These findings suggest that herd immunity (indirect protection from infectious disease that occurs when most of a population has become immune to an infection, thereby providing some protection for the rare individuals who are not immune) is driving the dynamics of the HFMD epidemic caused by multiple enterovirus serotypes in China. Moreover, they suggest that the infection with EV-A71 or CV-A16 serotype can provide temporary immunity against each the other serotype and that serotype replacement by CV-A16 following EV-A71 vaccination is likely to be transient and minor compared to the reduction in the burden of EV-A71-associated HFMD produced by vaccination. The accuracy of these findings depends on the assumptions included in the model and the quality and quantity of data used to run the models. However, the researchers suggest that a mass EV-A71 vaccination campaign targeted at infants and young children should greatly reduce the burden of HFMD in China, provided a high vaccination uptake level is achieved.

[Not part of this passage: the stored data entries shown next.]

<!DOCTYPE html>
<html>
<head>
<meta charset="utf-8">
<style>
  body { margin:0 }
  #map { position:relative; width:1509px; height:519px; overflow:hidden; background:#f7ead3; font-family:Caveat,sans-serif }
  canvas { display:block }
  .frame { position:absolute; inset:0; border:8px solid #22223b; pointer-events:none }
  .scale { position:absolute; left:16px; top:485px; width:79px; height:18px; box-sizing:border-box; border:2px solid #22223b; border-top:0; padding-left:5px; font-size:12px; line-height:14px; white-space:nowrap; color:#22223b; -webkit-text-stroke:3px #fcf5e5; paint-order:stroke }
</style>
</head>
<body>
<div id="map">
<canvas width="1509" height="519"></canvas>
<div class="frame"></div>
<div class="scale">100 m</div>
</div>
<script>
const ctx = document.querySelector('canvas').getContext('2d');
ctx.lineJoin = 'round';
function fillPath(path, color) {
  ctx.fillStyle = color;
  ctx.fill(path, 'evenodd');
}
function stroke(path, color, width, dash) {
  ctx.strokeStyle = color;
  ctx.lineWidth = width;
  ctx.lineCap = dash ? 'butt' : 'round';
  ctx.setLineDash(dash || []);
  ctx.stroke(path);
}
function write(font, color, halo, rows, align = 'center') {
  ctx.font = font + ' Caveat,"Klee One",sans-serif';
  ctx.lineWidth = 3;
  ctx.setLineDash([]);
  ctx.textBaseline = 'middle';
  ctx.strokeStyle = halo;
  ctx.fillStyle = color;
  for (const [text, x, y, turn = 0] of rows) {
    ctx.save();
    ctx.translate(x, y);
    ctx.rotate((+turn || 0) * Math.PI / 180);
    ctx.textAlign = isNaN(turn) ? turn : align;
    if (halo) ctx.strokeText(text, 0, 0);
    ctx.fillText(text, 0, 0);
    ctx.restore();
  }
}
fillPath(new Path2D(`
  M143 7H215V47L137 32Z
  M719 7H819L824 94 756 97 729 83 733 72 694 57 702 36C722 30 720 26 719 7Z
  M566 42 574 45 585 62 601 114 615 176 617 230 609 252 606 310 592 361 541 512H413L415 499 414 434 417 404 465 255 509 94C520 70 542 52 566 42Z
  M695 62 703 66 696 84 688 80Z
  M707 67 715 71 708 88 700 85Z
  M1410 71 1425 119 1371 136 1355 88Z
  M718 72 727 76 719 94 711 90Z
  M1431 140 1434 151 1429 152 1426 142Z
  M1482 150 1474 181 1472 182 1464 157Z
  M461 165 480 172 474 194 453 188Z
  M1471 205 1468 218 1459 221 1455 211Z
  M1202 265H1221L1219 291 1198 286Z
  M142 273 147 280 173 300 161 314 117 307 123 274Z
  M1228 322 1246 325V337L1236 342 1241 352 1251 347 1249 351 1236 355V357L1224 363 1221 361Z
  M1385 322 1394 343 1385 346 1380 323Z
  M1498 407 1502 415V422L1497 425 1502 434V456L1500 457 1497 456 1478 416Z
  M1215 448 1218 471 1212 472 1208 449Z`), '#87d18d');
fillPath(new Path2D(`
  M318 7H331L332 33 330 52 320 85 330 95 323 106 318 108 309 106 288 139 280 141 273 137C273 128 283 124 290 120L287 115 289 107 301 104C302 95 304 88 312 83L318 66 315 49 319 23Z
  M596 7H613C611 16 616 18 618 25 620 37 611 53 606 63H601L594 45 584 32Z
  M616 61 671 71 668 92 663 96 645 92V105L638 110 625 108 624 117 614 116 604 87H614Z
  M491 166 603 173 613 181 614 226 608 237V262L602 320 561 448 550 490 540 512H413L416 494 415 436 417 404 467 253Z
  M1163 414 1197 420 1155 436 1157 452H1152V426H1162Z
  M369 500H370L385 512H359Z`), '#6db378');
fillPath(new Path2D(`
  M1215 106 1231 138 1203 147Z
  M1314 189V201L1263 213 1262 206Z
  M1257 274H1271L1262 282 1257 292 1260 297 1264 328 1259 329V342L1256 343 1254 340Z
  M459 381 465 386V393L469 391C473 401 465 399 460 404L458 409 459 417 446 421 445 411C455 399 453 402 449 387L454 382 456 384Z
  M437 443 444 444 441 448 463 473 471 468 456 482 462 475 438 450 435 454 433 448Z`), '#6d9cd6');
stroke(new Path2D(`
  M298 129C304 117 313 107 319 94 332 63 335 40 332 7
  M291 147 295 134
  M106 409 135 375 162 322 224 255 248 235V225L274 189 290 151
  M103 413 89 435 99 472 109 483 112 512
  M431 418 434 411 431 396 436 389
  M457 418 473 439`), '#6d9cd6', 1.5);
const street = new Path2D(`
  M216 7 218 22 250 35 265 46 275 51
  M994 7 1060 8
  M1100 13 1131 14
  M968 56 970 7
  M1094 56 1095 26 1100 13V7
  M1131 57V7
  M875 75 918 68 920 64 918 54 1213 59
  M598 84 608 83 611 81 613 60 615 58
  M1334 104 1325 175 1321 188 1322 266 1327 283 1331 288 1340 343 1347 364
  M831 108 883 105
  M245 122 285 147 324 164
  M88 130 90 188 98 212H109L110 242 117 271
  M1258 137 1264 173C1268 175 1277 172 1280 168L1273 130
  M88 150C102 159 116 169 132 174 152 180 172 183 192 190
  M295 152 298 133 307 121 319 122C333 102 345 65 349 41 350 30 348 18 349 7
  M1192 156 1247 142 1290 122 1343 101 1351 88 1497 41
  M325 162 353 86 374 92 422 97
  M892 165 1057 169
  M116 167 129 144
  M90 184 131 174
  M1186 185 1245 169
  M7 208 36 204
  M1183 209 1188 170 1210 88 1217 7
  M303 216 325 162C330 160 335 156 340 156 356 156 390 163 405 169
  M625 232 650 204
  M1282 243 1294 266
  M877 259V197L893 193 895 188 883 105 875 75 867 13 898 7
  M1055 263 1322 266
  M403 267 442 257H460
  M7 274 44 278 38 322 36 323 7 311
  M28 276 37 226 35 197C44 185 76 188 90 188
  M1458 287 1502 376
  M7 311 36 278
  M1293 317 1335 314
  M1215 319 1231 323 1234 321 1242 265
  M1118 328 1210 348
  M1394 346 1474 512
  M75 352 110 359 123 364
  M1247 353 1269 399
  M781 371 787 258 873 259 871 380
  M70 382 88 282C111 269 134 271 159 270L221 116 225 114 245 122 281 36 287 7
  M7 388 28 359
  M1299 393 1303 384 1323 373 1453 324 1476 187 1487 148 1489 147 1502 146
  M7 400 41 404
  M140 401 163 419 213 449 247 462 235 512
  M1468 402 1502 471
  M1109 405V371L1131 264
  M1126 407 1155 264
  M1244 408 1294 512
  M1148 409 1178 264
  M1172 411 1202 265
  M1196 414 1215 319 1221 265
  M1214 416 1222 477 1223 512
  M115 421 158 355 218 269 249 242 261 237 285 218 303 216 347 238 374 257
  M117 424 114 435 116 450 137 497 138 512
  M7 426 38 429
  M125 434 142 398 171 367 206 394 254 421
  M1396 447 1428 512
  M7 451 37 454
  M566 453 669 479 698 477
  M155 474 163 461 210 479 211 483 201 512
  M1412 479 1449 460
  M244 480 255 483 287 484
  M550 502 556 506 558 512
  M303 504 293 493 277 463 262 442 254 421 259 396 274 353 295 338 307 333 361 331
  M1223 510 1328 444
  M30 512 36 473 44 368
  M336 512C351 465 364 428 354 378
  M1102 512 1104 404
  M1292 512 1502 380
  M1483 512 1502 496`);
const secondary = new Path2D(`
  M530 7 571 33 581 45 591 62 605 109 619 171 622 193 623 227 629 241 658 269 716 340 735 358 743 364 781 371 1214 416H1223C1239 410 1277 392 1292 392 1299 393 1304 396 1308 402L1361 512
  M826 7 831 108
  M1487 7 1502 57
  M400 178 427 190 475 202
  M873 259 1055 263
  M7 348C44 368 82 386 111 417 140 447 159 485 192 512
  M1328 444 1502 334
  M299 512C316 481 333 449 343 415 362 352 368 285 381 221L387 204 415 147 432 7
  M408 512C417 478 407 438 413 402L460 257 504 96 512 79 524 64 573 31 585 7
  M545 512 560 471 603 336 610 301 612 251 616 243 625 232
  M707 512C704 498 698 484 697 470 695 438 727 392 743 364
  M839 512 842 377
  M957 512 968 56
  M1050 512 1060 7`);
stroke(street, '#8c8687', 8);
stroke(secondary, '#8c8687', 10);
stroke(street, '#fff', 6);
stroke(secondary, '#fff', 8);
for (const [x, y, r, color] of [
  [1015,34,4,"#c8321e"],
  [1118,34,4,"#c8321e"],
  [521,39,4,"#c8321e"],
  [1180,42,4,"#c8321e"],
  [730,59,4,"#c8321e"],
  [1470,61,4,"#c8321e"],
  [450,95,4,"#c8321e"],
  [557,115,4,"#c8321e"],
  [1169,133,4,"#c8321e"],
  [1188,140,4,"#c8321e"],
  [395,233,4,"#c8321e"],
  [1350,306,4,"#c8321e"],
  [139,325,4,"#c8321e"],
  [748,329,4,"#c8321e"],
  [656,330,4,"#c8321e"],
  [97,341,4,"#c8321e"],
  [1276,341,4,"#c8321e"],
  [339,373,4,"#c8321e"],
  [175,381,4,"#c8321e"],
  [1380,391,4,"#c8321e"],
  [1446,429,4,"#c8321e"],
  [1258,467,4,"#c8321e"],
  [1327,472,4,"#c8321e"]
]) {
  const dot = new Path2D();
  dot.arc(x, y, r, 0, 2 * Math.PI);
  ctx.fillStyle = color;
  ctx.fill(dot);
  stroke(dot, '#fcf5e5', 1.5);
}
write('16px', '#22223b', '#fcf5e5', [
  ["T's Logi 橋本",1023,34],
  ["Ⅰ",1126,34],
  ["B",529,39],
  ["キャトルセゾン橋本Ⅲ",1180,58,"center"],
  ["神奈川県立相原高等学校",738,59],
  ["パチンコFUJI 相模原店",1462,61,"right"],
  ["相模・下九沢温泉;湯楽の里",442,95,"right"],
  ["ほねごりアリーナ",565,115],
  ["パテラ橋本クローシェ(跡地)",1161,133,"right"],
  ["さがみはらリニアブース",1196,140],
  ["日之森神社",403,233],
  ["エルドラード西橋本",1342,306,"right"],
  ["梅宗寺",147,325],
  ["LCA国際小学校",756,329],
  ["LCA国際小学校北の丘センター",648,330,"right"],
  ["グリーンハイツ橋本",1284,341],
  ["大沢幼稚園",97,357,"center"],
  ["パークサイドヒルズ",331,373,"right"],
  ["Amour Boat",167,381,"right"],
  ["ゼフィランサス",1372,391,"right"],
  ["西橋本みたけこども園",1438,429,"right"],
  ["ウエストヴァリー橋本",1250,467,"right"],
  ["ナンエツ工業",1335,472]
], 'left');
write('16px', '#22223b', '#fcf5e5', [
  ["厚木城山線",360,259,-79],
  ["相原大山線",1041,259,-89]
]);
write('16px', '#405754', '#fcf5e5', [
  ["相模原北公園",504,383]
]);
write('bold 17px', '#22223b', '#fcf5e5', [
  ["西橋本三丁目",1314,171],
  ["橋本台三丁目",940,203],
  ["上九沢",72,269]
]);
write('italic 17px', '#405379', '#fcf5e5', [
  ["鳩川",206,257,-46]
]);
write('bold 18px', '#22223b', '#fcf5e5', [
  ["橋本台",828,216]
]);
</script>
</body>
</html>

This list of resources contains links that can be accessed when viewing the PDF on a device or via the online version of the article at http://dx.doi.org/10.1371/journal.pmed.1001958.
The US Centers for Disease Control and Prevention provide information on hand, foot, and mouth disease (in English and Spanish), including a podcast on the condition
The UK National Health Service Choices website provides detailed information on hand, foot, and mouth disease
Further information about hand, foot, and mouth disease is provided by the World Health Organization (including up-to-date HFMD surveillance reports from China), the Nemours Foundation (in English and Spanish), and MedlinePlus (in English and Spanish)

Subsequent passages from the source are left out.